ISO (the International Organisation for Standardisation) and IEC (the International Electrotechnical Commission) form the specialised system for worldwide standardisation. National bodies that are members of ISO or IEC participate in the development of International Standards through technical committees established by the respective organisation to deal with particular fields of technical activity. In the field of information technology, ISO and IEC have established a joint technical committee, ISO/IEC JTC 1.

This standard speaks into  the structure and requirements for implementing and maintaining a business continuity management system (BCMS) that develops business continuity within an organisation experience disruption.

A BCMS emphasises the importance of:

• understanding the organisation’s needs and the necessity for establishing business continuity policies and objectives;

• operating and maintaining processes, capabilities and response structures for ensuring the organisation will survive disruptions;

• monitoring and reviewing the performance and effectiveness of the BCMS;

• continual improvement based on qualitative and quantitative measures.

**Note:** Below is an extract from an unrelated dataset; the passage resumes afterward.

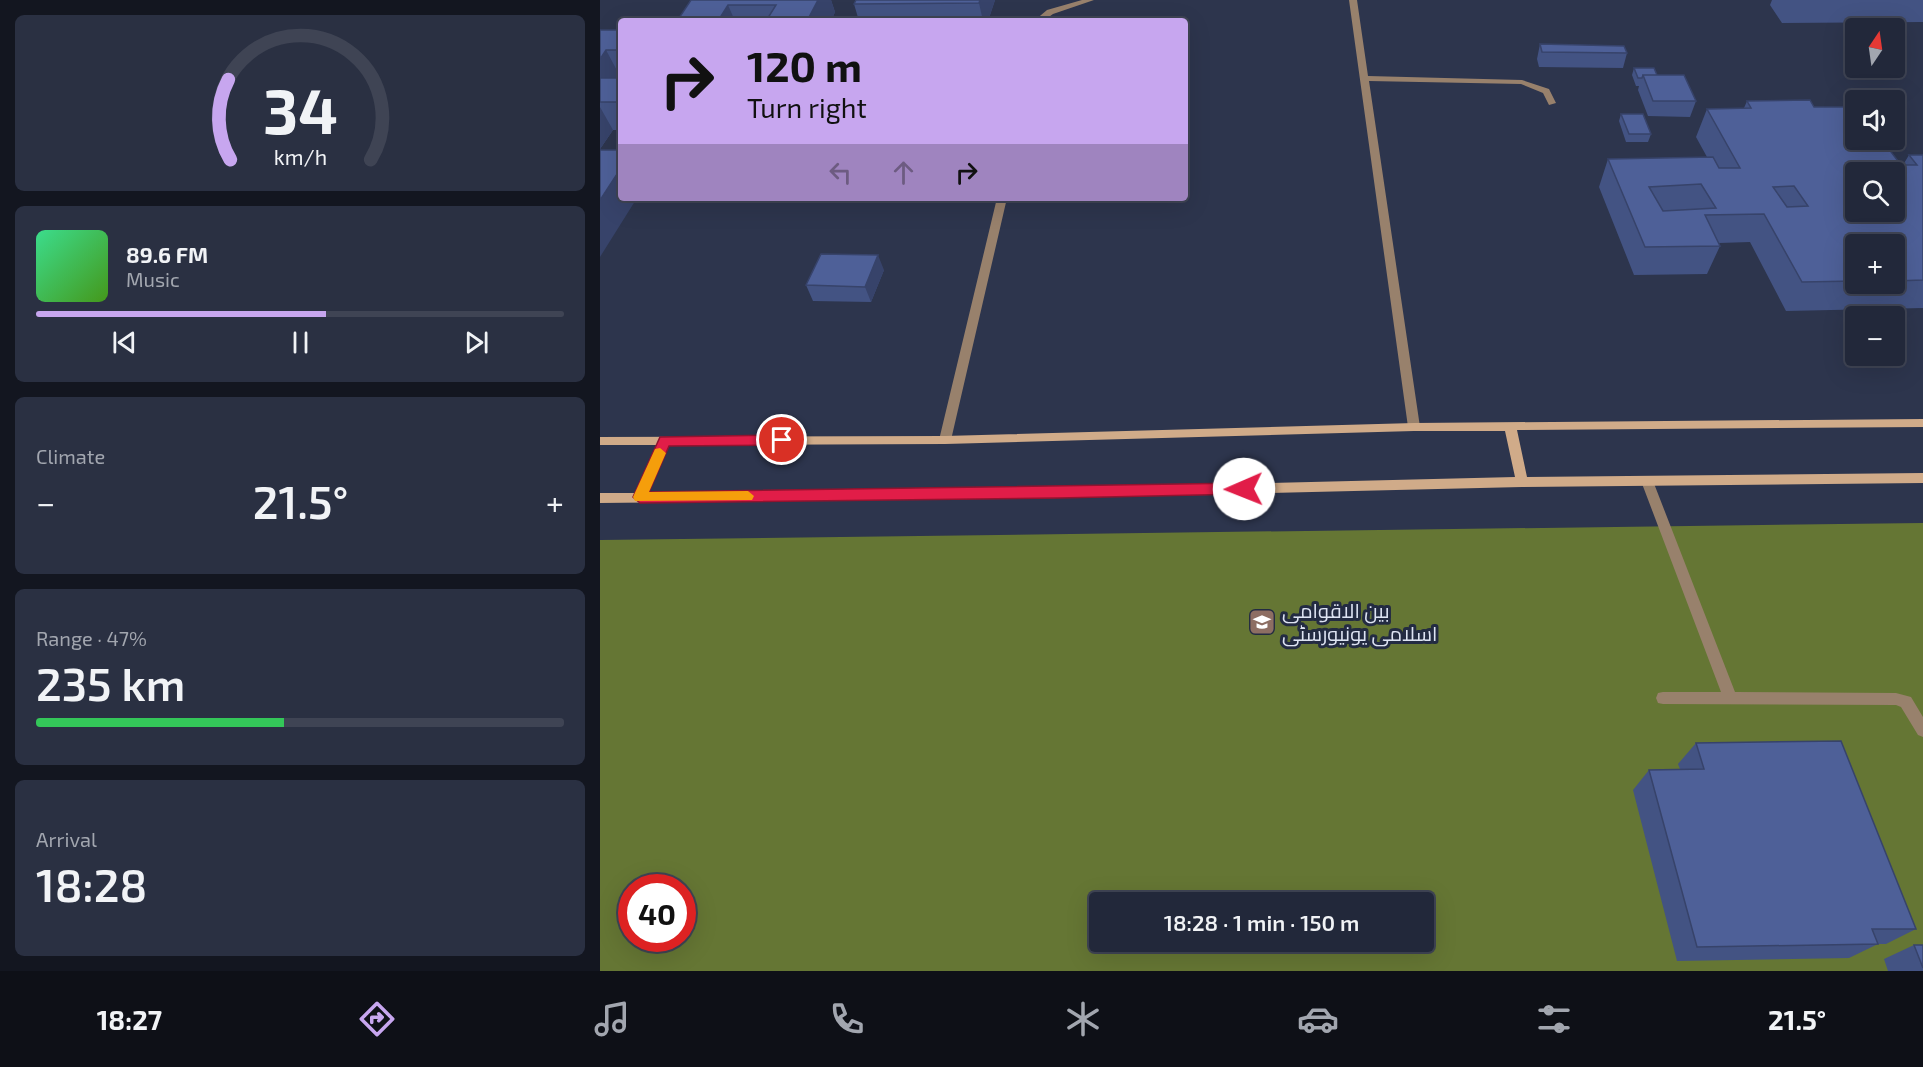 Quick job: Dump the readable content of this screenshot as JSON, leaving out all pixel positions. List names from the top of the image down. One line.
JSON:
{"places":{"school or university":["بین الاقوامی اسلامی یونیورسٹی"]},"north":"top","page":{"map_buttons":["+","−"],"turn":["120 m","Turn right"],"song":["89.6 FM","Music"],"tile":["Climate",["Range · 47%","235 km"],["Arrival","18:28"]],"heat":["−","21.5°","+"],"limit":"40","trip":"18:28 · 1 min · 150 m","tabs":["18:27","21.5°"],"gauge":["34","km/h"]}}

The purpose of a BCMS is to prepare for, provide and maintain controls and capabilities for managing an organisation’s overall ability to continue to operate during disruptions.

• supporting its strategic objectives

• creating a competitive advantage

• protecting and enhancing its reputation and credibility

• reducing legal and financial exposure

• reducing direct and indirect costs of disruptions

• protecting life, property and the environment

• providing confidence in the organisation’s ability to succeed

• improving its capability to remain effective during disruptions

• addressing operational vulnerabilities

The management process of BCMS are categorised by the following:

• policy

• planning

• implementation and operation

• performance assessment

• management review

• continual improvement

The outcomes of maintaining a BCMS are shaped by the organisation’s legal, regulatory, organisational and industry requirements, products and services provided, processes employed, size and structure of the organisation, and the requirements of its interested parties.